# $7000.00 toilet...



## ShtRnsdownhill (Jan 13, 2016)

next time someone complains of how expensive a $hitter is show them this...





https://www.foxnews.com/tech/ces-2019-this-is-what-a-7000-toilet-looks-like


----------



## OpenSights (Mar 23, 2015)

I have a customer who has about that much into a one piece kohler toilet. He just won’t give it up.


----------



## Tango (Jan 13, 2018)

I think this one has been posted before *butt*...


----------



## Alan (Jun 18, 2008)

It's just dumb. I can't say much more than that.


----------



## ShtRnsdownhill (Jan 13, 2016)

OpenSights said:


> I have a customer who has about that much into a one piece kohler toilet.

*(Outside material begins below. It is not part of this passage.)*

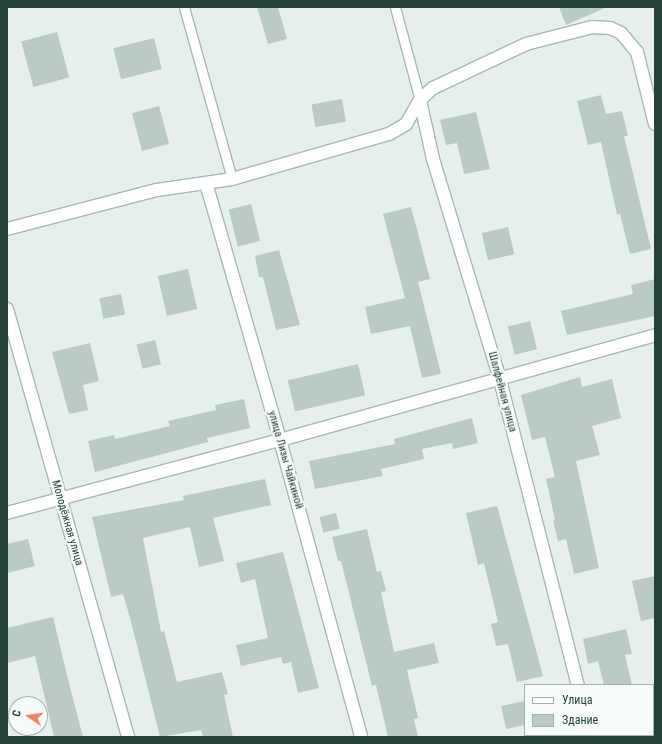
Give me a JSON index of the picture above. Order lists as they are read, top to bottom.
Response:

He just won’t give it up.



thats freaking funny as the thought gets processed...lmao


----------



## ShtRnsdownhill (Jan 13, 2016)

Tango said:


> I think this one has been posted before *butt*...



I wonder if you can take a dump to try it out before buying,,just like test driving an expensive car....


----------



## OpenSights (Mar 23, 2015)

ShtRnsdownhill said:


> thats freaking funny as the thought gets processed...lmao


He’s a good customer, but one of the annoying ones. Back in his day he owned a new build construction company. Problem is he’s stuck in the 60’s and won’t listen to us. He went to pick out a new Toto, special order color, $700 our cost... too much for him. Our last bill was almost $700 to fix his POS Kohler! 

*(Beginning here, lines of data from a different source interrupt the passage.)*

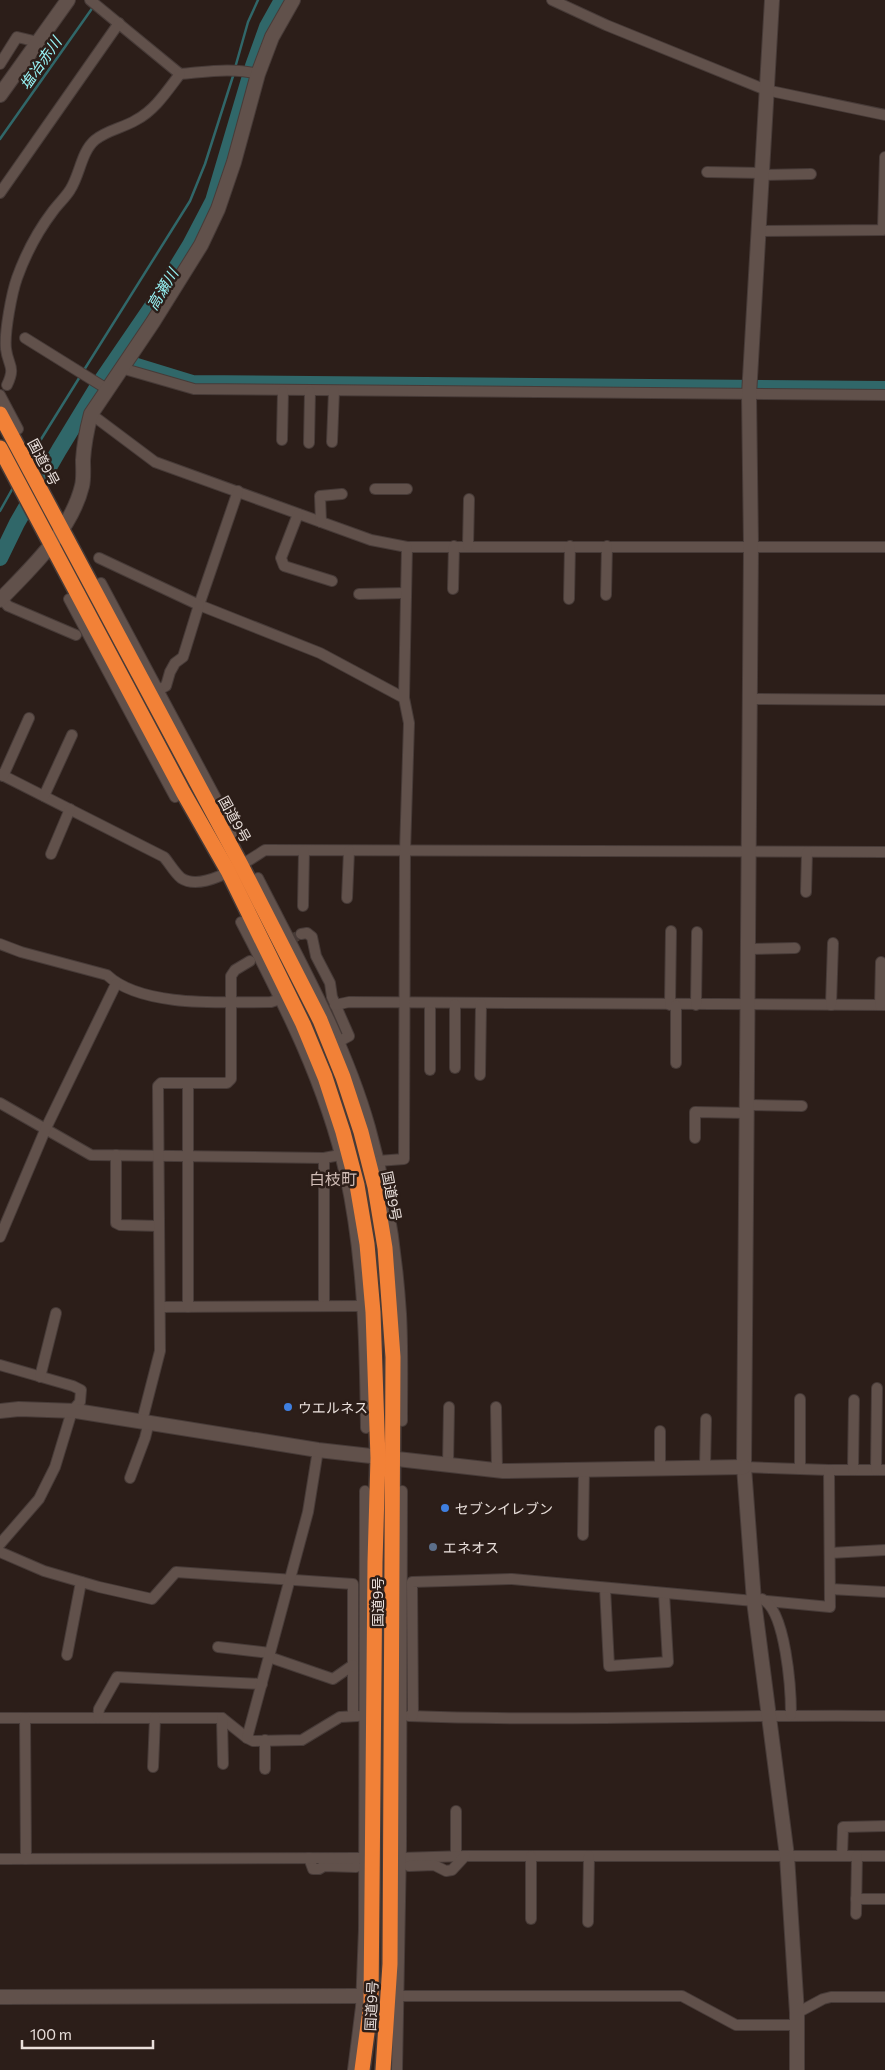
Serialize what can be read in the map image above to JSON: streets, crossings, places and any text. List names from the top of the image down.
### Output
{
  "streets": {
    "highway": ["国道9号"]
  },
  "districts": ["白枝町"],
  "water": ["塩冶赤川", "高瀬川"],
  "places": ["ウエルネス", "セブンイレブン", "エネオス"],
  "scale_bar": "100 m"
}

Don’t get me wrong, he’s a great guy! Just won’t listen.


----------



## Tango (Jan 13, 2018)

Alan said:


> It's just dumb. I can't say much more than that.


The towel bars, toilet paper holder I wanted were if I remember correctly somewhere in the 3000$ range. I didn't settle for another design and could't dish out that much so I made them the same way. I love them.


----------



## PLUMB TIME (Feb 2, 2009)

OpenSights said:


> He’s a good customer, but one of the annoying ones. Back in his day he owned a new build construction company. Problem is he’s stuck in the 60’s and won’t listen to us. He went to pick out a new Toto, special order color, $700 our cost... too much for him. Our last bill was almost $700 to fix his POS Kohler!
> 
> Don’t get me wrong, he’s a great guy! Just won’t listen.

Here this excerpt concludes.